Irvine, CA: April 10, 2023, FDCTech, Inc. (“FDC” or the “Company,” OTCQB: FDCT), a fintech-driven acquisition company with a full suite of digital financial services solutions, today announced it had amended the acquisition date of the sales purchase agreement (“Agreement”) from December 31, 2022, to February 28, 2023, or later as required by BVI Companies Act, but no later than June 30, 2023. The Agreement under which the Company acquired a 50.10% equity interest in New Star Capital Trading Ltd., a British Virgin Island company (“New Star”), and its wholly-owned operating subsidiary NSFX Ltd (“NSFX”), an online trading brokerage firm regulated by the Malta Financial Services Authority. The Company expects to consolidate the fair value of NSFX’s assets and liabilities on or after February 28, 2023, once the date of acquisition is finalized per BVI registry requirement.
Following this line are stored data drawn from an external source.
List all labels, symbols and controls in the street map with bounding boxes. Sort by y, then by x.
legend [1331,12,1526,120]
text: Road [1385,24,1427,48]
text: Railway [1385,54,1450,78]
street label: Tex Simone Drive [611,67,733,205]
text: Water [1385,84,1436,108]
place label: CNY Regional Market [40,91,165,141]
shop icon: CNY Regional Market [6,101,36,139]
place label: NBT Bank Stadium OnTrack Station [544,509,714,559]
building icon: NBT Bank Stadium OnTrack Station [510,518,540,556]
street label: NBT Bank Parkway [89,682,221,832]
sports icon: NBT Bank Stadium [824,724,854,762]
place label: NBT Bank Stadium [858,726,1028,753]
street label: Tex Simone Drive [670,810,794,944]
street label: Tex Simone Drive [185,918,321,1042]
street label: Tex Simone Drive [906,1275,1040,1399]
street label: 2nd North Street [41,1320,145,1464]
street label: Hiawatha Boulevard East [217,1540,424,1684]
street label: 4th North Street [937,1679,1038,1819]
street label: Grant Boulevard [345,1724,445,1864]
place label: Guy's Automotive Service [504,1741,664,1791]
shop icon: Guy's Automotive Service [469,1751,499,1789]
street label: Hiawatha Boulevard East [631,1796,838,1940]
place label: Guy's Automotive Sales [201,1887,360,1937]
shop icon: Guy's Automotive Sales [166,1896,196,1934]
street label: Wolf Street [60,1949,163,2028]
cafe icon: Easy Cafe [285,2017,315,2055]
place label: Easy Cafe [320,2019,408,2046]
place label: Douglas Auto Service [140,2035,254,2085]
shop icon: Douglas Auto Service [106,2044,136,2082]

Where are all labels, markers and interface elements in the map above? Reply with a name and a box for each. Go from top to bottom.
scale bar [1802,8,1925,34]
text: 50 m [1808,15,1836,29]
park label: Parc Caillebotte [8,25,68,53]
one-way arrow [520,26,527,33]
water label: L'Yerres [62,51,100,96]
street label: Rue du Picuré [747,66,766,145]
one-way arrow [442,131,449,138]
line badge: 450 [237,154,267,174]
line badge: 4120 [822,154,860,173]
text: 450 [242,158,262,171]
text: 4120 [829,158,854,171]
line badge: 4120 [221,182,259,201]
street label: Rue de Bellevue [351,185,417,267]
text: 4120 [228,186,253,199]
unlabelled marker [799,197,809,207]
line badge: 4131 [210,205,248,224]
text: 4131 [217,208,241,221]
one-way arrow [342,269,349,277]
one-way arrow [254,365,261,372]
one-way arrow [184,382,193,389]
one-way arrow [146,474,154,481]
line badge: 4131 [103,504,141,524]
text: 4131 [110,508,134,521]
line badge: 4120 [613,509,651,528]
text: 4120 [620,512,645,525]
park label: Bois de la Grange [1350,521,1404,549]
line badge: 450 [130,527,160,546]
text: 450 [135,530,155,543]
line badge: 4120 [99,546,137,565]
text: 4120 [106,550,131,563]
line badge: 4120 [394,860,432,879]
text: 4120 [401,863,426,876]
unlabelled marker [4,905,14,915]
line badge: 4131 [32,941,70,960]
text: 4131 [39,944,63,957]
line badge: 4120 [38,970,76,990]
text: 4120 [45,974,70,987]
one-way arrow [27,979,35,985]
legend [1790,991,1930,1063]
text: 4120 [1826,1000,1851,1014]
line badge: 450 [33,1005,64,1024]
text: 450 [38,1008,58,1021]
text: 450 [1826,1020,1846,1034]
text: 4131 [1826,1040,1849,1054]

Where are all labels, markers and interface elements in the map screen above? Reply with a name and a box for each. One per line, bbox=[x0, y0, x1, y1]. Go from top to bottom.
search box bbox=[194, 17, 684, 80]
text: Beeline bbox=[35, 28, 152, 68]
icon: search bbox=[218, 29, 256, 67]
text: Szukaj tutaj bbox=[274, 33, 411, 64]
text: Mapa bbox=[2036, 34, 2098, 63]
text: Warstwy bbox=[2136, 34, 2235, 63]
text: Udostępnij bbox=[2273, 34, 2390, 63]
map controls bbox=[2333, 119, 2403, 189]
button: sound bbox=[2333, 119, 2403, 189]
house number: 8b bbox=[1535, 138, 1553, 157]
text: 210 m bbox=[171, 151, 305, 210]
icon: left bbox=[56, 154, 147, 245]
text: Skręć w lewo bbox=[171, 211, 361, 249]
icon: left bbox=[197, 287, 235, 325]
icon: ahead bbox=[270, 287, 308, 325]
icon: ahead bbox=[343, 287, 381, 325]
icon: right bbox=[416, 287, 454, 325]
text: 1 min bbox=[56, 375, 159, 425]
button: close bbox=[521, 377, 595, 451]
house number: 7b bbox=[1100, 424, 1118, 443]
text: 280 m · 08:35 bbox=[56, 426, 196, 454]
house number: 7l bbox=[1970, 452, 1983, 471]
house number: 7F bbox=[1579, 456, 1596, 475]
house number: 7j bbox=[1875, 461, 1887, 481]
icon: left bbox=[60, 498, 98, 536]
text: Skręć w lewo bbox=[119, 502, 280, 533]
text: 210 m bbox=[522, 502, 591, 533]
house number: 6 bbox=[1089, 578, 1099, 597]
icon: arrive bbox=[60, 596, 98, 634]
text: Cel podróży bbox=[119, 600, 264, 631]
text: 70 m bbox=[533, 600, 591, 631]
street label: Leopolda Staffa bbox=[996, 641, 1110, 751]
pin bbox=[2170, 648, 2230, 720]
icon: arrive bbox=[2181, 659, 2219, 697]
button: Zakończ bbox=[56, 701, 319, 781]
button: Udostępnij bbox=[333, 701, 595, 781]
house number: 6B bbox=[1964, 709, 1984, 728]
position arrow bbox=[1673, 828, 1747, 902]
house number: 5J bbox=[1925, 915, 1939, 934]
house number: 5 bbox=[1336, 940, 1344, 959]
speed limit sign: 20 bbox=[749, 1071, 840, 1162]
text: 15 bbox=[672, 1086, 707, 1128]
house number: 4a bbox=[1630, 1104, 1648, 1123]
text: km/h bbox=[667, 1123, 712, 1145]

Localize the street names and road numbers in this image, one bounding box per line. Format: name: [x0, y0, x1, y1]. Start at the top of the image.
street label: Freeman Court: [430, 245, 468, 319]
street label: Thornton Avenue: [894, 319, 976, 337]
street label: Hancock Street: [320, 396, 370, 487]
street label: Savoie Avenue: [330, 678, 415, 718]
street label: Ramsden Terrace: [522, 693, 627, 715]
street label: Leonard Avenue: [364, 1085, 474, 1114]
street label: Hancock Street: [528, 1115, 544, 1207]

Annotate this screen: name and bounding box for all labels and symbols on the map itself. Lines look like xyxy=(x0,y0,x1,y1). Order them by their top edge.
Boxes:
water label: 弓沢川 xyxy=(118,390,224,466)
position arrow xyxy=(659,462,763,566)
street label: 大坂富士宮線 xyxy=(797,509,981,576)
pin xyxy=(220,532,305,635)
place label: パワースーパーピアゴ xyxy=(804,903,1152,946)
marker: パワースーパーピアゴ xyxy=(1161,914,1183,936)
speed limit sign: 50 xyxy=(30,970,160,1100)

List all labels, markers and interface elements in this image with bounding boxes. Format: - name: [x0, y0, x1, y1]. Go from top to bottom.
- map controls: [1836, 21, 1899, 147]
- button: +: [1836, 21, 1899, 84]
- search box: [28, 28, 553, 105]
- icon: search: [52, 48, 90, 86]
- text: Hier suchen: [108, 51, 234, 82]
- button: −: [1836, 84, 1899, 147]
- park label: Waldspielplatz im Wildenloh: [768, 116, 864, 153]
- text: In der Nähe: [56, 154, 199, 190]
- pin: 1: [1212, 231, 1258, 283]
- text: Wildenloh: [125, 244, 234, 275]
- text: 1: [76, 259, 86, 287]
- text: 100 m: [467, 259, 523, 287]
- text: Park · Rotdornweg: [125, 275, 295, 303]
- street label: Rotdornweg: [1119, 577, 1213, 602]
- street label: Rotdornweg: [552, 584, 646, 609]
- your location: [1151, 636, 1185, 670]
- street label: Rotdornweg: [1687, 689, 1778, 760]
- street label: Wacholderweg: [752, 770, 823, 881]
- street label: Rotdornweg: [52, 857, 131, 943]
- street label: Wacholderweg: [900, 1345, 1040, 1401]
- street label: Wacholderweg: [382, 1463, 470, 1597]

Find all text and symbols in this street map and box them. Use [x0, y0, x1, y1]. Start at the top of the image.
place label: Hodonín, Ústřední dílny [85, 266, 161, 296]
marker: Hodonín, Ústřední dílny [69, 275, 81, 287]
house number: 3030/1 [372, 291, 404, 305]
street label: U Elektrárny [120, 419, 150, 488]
NSFX is authorized to deal on its account (market maker) as a Category 3 licensed entity by the MFSA, receive and transmit orders for retail and professional clients, and hold and control clients’ money and assets. NSFX trading platform services in the English, French, German, Italian, and Arabic-speaking markets, whereby customers can trade in currency, commodity, equity, and cryptocurrency-linked derivatives in real time.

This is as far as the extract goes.